"I Called Mama" reminds Tim McGraw of his mom, but it's not exactly about his mom. Lance Miller, Marv Green and Jimmy Yeary wrote the single, which the country star describes as a reminder of the healing power of the voice of someone who loves you.

McGraw released "I Called Mama" as a single on May 8, 2020, but when he recorded the song, he wasn't anticipating it would be anything more than an album cut. The universe had other plans, though: The singer and his team heard the final, mixed and mastered version of the song for the first time during the novel coronavirus (COVID-19) pandemic, and it spoke to them in a much broader way. Making it a single made perfect sense.

Below, McGraw shares the story behind "I Called Mama" -- his first impressions of the song, how a global pandemic turned it into a single and how he fought through his first time singing it for his wife, Faith Hill -- in his own words.

It was sort of unexpected in a lot of ways because I cut the song before all of this [COVID-19 quarantine] stuff happened ... to add to the album I've been working on for awhile, and it's been just slowly cutting songs and mixing them and remixing them and putting music together. And I found these songs I wanted to go in and get done before the summer came and the [2020 Here on Earth] Tour came, and "Mama" was one of them ...

When I first heard it, Lance Miller -- who's a really good friend of mine, one of the writers on it -- he sent me the worktape demo of it. I fell in love with it right away, certainly because of what it says on a personal level about, you know, everybody loves their mama, so to talk really specifically about calling your mom and everything that is said in it made a lot of sense to me.

But then when all of this sort of upheaval in the world came along, it really started making more and more sense that this song really meant a different thing in a lot of ways. There was a lot of carrying a lot of weight along with it, and as you listen to it and you think about the personal level, but that's something that's sort of existential in a way that speaks to things that are going on outside of what the song is saying, and to have a personal song that's something that big when you look at it from a different perspective when the world changed, it was hard to ignore. It was hard to not want to pay attention to the song being, for me, a sort of catharsis during this time.

And I hope that's what it means, and I hope that's what it feels like to people when they hear it, 'cause for us, during all this stuff that's going on and being at home together and hanging out, there's been a lot of, sort of, nostalgia that's come along with that ... so those are the kinds of things that this song reminds me of. And then, in a bigger view, it reminds me of our humanity in a lot of ways, and how we're all connected and how we all should reach out more and connect with each other.

So, you know, there's a lot of terrible things going on, and it's been hard for a lot of people ... but, hopefully, the silver lining in all this is we learn how to connect with each other a little bit differently, a little better, and maybe that'll extend to a more personal connection with everybody. And I think the song speaks to all of that. It's almost like there's, as the song goes along, you see a whole different set of lyrics that could go either direction all the way through the song ...

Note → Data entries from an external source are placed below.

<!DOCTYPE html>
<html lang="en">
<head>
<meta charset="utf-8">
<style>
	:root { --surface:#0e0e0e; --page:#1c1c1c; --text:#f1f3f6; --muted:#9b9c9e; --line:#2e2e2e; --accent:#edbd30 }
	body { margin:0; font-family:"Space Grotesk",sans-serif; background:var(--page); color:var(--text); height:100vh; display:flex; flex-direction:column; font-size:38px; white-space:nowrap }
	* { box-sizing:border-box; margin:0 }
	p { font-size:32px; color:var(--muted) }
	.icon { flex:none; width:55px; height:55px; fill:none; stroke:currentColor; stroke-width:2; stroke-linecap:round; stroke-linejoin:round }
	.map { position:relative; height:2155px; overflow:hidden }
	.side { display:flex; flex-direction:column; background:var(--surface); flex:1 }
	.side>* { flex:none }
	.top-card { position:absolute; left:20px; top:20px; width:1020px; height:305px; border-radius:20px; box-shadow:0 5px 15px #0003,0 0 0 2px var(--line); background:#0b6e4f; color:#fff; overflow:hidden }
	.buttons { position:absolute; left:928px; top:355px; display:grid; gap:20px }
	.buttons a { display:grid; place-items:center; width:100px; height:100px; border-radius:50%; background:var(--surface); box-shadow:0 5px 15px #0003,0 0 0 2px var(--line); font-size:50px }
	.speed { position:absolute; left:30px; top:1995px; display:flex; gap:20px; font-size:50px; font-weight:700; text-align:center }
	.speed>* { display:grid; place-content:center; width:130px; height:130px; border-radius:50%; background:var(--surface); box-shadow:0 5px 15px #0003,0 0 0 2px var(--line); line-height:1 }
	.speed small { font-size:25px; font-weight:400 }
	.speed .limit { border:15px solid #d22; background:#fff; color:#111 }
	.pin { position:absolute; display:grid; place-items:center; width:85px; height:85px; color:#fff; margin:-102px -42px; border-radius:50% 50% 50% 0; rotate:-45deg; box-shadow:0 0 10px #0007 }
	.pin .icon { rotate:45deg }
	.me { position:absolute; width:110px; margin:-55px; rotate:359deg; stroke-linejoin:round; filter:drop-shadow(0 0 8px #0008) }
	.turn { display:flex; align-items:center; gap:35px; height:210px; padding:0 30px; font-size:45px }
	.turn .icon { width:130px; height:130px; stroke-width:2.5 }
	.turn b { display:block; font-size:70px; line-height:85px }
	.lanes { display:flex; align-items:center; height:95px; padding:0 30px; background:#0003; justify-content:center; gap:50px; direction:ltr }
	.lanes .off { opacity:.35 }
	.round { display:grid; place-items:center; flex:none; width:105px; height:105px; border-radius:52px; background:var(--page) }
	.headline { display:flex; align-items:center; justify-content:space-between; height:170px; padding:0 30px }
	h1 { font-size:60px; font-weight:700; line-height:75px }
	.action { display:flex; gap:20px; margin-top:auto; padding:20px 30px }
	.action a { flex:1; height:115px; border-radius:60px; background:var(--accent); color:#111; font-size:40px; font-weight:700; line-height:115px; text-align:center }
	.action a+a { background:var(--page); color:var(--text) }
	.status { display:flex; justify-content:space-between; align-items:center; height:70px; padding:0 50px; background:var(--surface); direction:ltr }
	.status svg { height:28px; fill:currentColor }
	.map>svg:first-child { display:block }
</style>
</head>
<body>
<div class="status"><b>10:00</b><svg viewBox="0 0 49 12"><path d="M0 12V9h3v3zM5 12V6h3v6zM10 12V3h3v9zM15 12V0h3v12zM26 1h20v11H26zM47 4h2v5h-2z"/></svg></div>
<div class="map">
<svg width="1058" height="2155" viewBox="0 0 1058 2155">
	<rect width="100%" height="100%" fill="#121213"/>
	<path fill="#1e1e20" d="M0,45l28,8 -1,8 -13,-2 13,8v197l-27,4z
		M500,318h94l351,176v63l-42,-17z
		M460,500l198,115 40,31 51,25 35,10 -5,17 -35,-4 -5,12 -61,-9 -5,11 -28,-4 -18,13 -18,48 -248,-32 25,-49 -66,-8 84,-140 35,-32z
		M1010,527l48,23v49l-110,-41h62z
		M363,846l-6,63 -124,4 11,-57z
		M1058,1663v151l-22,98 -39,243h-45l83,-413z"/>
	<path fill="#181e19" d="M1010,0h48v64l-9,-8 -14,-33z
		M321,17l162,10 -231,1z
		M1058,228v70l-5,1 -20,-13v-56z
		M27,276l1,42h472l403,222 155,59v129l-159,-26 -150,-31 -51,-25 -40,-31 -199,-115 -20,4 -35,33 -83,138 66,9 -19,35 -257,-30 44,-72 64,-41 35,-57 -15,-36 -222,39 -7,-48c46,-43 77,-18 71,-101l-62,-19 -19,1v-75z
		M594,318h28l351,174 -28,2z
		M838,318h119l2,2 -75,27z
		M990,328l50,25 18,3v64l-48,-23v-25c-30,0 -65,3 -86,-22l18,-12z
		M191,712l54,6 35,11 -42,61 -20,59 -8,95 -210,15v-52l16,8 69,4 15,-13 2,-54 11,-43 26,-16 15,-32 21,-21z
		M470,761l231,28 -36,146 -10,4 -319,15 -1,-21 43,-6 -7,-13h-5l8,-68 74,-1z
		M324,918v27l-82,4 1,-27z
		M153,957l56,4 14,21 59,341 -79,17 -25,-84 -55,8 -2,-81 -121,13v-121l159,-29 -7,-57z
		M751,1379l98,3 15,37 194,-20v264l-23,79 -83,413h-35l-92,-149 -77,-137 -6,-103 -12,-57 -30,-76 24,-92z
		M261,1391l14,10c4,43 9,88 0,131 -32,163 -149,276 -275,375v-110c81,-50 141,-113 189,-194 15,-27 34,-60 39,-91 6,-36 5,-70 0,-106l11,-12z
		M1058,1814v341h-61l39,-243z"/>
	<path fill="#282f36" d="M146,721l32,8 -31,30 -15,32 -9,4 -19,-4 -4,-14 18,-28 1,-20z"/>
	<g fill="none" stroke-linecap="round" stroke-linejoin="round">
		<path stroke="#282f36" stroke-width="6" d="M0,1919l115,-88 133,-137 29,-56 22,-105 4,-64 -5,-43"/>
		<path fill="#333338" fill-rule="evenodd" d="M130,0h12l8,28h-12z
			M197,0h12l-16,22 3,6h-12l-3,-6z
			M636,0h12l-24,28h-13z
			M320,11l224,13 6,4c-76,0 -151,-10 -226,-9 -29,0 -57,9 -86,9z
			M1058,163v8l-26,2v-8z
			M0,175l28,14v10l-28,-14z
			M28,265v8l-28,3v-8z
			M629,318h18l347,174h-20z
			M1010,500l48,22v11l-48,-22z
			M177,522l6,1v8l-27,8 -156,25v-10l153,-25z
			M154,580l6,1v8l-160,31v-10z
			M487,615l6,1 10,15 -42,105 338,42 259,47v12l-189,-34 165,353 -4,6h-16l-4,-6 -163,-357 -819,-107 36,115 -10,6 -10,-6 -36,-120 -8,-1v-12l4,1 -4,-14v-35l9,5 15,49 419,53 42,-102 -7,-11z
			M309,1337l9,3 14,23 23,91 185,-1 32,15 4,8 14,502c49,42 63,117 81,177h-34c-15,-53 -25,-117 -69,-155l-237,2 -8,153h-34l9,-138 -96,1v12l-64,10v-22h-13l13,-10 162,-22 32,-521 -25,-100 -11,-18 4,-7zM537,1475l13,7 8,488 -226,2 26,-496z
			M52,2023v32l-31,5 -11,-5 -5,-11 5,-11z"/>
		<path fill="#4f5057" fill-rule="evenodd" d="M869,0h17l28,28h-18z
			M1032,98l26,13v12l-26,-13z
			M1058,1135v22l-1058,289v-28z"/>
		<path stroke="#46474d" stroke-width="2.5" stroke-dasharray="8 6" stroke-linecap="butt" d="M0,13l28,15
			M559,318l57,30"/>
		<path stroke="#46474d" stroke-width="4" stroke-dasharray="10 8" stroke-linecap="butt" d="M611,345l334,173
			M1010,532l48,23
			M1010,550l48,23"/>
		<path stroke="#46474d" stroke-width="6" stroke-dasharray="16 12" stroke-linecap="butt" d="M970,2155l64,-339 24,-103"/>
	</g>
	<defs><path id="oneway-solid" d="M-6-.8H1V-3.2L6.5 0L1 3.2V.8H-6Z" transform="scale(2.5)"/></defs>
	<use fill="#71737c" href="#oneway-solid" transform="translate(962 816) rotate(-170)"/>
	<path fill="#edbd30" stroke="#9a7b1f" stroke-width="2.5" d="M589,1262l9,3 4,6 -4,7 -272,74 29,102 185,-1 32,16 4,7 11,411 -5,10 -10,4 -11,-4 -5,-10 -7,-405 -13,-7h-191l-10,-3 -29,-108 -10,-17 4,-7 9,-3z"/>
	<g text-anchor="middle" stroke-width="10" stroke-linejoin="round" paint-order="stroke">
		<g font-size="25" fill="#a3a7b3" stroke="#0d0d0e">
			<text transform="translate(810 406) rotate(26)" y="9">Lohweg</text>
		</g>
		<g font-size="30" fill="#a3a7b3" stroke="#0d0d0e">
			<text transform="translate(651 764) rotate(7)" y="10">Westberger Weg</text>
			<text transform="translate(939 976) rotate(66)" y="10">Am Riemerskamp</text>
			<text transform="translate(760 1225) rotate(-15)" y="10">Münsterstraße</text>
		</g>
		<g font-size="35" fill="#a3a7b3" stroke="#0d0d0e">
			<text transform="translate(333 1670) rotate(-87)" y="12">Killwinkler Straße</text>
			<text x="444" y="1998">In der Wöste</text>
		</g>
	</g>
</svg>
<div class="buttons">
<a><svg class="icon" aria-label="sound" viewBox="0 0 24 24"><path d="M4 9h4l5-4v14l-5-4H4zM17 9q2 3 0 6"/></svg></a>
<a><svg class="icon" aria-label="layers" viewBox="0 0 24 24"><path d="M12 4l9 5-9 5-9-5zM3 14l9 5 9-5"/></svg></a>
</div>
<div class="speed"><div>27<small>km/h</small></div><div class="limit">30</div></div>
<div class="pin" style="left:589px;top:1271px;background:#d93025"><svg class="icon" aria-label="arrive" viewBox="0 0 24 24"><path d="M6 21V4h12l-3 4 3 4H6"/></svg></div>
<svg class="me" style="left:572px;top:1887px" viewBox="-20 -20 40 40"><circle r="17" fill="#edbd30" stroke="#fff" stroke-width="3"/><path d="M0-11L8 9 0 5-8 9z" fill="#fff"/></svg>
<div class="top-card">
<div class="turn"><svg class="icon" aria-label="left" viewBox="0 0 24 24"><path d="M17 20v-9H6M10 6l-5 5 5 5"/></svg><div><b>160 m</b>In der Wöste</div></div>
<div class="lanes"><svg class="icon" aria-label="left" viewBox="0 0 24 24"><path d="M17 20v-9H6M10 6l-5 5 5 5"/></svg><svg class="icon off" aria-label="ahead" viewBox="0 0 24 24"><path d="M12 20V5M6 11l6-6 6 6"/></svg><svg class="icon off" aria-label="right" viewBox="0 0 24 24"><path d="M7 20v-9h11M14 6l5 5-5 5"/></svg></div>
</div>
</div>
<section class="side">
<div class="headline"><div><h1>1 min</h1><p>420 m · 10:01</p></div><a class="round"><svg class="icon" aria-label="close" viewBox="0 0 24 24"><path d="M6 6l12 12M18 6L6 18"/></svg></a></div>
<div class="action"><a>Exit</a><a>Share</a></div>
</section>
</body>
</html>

[Lance and I have] been been friends for a long time, so we sort of are in each other's DNA; we know each other really well. So it came from a perspective that I know Lance knew about my life a little bit. But, I cried at first ... when I got to the hook of the song; I just sort of fell apart.

And then, I wanted Faith to hear it, but I didn't want to play it. It was just a guitar demo or a guitar worktape ... I wanted to sing it to her. So I was trying to learn the words to it really quickly so I could sing her, you know, just the first verse and chorus.

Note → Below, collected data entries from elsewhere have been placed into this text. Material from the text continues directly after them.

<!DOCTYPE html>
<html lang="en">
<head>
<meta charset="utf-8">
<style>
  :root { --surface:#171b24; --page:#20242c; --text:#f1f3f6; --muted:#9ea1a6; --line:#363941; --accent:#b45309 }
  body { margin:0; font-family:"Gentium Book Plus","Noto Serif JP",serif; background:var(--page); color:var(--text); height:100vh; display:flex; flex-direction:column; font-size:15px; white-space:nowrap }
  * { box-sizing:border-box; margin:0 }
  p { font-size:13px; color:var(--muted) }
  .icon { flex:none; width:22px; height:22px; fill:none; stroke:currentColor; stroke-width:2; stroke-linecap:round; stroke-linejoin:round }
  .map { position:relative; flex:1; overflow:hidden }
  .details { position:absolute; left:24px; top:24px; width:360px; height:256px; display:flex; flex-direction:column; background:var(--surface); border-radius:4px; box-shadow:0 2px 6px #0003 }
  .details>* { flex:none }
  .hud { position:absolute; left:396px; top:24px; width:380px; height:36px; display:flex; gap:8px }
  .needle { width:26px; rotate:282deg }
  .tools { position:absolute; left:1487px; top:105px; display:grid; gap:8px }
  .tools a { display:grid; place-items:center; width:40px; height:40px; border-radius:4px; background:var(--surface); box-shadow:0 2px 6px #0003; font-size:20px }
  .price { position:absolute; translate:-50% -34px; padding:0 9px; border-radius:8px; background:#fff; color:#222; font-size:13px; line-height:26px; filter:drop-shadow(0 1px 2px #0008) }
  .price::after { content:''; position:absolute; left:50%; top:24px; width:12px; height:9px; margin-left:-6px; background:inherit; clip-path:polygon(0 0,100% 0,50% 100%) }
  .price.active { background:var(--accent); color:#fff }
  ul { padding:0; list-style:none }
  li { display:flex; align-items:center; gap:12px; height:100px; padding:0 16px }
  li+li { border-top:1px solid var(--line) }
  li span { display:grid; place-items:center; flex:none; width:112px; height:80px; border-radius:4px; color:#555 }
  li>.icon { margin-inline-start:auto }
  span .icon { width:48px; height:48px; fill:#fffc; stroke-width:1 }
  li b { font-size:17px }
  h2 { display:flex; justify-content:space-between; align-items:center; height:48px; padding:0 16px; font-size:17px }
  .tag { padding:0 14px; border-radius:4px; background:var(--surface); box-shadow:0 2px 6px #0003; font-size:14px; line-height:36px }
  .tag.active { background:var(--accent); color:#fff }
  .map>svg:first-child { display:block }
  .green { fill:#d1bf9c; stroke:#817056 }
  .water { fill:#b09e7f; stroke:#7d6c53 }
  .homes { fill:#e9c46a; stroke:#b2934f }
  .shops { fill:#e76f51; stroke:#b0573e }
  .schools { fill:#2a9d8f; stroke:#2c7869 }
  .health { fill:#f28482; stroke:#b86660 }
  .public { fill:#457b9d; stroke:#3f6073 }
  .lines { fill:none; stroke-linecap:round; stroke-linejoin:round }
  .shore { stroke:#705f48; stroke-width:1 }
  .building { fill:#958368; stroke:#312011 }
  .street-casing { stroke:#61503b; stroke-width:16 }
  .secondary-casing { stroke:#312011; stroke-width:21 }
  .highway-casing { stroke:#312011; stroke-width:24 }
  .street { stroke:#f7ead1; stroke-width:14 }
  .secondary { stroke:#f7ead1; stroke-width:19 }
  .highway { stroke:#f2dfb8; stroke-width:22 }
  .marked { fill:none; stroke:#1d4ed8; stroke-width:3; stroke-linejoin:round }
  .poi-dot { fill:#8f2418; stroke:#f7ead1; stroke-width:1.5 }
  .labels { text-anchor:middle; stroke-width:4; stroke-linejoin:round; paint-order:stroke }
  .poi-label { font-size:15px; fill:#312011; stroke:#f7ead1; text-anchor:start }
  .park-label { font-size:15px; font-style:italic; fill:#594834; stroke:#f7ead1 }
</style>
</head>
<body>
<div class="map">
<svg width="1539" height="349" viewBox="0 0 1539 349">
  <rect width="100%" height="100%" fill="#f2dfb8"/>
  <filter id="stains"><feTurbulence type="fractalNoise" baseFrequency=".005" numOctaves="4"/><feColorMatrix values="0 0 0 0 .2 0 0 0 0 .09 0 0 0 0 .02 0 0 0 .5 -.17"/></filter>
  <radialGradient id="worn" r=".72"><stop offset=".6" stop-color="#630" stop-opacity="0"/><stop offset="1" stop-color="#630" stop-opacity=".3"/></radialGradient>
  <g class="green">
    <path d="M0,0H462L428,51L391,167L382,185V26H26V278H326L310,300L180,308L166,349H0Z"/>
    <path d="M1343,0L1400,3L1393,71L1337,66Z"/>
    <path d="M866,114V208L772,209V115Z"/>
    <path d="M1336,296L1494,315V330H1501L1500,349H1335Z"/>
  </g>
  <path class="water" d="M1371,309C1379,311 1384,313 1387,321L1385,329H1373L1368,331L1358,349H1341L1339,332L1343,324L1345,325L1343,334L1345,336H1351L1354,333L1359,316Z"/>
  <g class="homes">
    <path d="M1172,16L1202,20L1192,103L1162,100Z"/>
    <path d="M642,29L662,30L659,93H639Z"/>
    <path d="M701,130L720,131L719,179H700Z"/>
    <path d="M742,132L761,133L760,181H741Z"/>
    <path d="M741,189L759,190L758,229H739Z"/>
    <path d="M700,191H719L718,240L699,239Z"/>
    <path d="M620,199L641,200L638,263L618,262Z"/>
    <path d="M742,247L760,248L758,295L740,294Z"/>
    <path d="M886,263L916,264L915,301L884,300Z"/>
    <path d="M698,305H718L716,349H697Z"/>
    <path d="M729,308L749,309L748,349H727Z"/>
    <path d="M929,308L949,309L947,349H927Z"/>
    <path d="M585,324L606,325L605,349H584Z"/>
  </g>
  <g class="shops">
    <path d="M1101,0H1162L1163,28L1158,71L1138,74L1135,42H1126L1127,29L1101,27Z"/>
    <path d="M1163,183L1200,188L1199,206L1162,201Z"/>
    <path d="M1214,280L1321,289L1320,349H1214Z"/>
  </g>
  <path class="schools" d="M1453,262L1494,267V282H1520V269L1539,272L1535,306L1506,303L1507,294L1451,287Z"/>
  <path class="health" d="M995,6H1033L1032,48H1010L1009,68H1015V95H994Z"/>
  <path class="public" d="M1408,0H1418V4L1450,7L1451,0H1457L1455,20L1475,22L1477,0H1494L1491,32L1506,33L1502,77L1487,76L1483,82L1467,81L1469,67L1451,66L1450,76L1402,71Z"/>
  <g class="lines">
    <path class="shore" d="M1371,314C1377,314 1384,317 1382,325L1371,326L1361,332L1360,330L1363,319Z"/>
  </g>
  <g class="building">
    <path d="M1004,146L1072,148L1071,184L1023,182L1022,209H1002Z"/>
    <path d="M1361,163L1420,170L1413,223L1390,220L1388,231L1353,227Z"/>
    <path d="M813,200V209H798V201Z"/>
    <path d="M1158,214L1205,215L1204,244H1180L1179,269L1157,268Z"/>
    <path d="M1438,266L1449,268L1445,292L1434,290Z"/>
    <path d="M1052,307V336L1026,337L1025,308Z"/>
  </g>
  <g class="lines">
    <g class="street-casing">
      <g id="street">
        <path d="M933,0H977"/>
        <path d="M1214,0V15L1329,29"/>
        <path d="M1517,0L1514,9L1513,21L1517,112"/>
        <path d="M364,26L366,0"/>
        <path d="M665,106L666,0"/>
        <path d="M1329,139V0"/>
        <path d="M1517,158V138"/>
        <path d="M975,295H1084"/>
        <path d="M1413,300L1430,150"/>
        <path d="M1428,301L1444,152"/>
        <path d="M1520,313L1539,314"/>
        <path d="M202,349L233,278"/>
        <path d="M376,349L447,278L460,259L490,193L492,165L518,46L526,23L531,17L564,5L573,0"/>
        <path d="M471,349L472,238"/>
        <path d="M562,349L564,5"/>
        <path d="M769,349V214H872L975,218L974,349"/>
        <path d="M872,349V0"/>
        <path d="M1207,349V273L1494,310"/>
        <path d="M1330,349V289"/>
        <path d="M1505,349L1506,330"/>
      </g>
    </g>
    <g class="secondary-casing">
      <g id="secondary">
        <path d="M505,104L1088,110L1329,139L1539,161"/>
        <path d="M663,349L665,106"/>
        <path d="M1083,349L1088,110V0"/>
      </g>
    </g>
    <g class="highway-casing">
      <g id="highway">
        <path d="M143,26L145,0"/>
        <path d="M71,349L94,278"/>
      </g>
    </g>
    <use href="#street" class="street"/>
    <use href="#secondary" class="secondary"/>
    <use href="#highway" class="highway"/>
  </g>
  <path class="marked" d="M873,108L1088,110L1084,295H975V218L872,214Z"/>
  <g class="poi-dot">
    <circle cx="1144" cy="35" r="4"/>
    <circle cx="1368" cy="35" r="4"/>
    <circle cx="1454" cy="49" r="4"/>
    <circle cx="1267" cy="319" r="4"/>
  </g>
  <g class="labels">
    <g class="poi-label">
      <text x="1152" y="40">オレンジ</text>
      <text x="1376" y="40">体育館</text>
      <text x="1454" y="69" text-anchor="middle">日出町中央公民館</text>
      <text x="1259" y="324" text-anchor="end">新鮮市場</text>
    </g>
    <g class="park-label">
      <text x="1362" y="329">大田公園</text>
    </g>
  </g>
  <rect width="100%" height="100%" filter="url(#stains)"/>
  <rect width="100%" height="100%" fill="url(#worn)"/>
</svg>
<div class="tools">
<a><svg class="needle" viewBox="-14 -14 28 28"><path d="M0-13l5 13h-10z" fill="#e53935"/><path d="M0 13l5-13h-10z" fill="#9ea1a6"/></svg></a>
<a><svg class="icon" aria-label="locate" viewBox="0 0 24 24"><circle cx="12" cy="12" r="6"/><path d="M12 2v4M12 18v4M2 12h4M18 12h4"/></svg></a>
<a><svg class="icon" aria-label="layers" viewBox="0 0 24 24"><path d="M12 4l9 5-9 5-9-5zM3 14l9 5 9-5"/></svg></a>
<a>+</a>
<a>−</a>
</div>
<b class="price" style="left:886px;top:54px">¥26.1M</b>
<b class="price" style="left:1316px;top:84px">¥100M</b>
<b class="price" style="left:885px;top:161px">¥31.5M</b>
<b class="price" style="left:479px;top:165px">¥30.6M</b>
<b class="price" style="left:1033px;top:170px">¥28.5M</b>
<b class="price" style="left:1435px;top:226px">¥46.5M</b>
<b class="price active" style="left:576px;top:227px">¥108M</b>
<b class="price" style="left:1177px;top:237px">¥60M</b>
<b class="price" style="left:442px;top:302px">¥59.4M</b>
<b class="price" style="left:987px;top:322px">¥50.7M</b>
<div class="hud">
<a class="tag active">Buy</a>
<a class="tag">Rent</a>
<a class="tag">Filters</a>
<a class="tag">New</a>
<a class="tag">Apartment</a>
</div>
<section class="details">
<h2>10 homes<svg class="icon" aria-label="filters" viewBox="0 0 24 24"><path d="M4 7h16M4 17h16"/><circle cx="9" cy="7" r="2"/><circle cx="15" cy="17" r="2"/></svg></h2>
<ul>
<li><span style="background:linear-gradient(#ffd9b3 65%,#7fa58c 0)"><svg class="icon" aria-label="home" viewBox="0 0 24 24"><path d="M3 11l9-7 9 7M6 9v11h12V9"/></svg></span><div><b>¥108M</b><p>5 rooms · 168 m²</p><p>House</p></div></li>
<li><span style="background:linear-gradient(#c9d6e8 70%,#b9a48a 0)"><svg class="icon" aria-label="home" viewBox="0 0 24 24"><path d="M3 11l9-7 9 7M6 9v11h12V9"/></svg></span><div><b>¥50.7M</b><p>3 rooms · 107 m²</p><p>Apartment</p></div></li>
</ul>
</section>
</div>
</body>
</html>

So, in about 30 minutes, I had it ready; I said, "I want you to hear this song." So I sat down at the kitchen table and started singing it, and I couldn't get through it. I got to the chorus, and every time I tried to get to the chorus, I would fall apart on it. She would start crying because I was crying.

But it really hit me in a way that, you know -- it has a simple message to it, but it just means so much ...

I didn't think it was going to be a single at all. I just, I loved the song and I wanted to cut it because of what it said, and I never really thought that much about it being a single, to tell you the truth ... but what happened was, after we mixed [this song and a few others] and everything, [the coronavirus quarantine] had happened when we were mixing.

So when I heard the song finally done and mixed in the middle of all of this ... it just sort of just kept speaking to everybody; I mean, everybody in my camp, it just sort of kept speaking to, and I think everybody sort of got the feeling that it, like I said, having something -- I hope I'm using the right language -- having something that's existential and personal at the same time in a situation, there's something, I guess, cathartic and magical about it in a way. I think that that's why we all just sort of decided that this was the song to go with ... This one just sort of seemed right for the time. And, like I said before, it's almost like comfort food in a way -- like, emotional comfort, I guess is the best way to say it.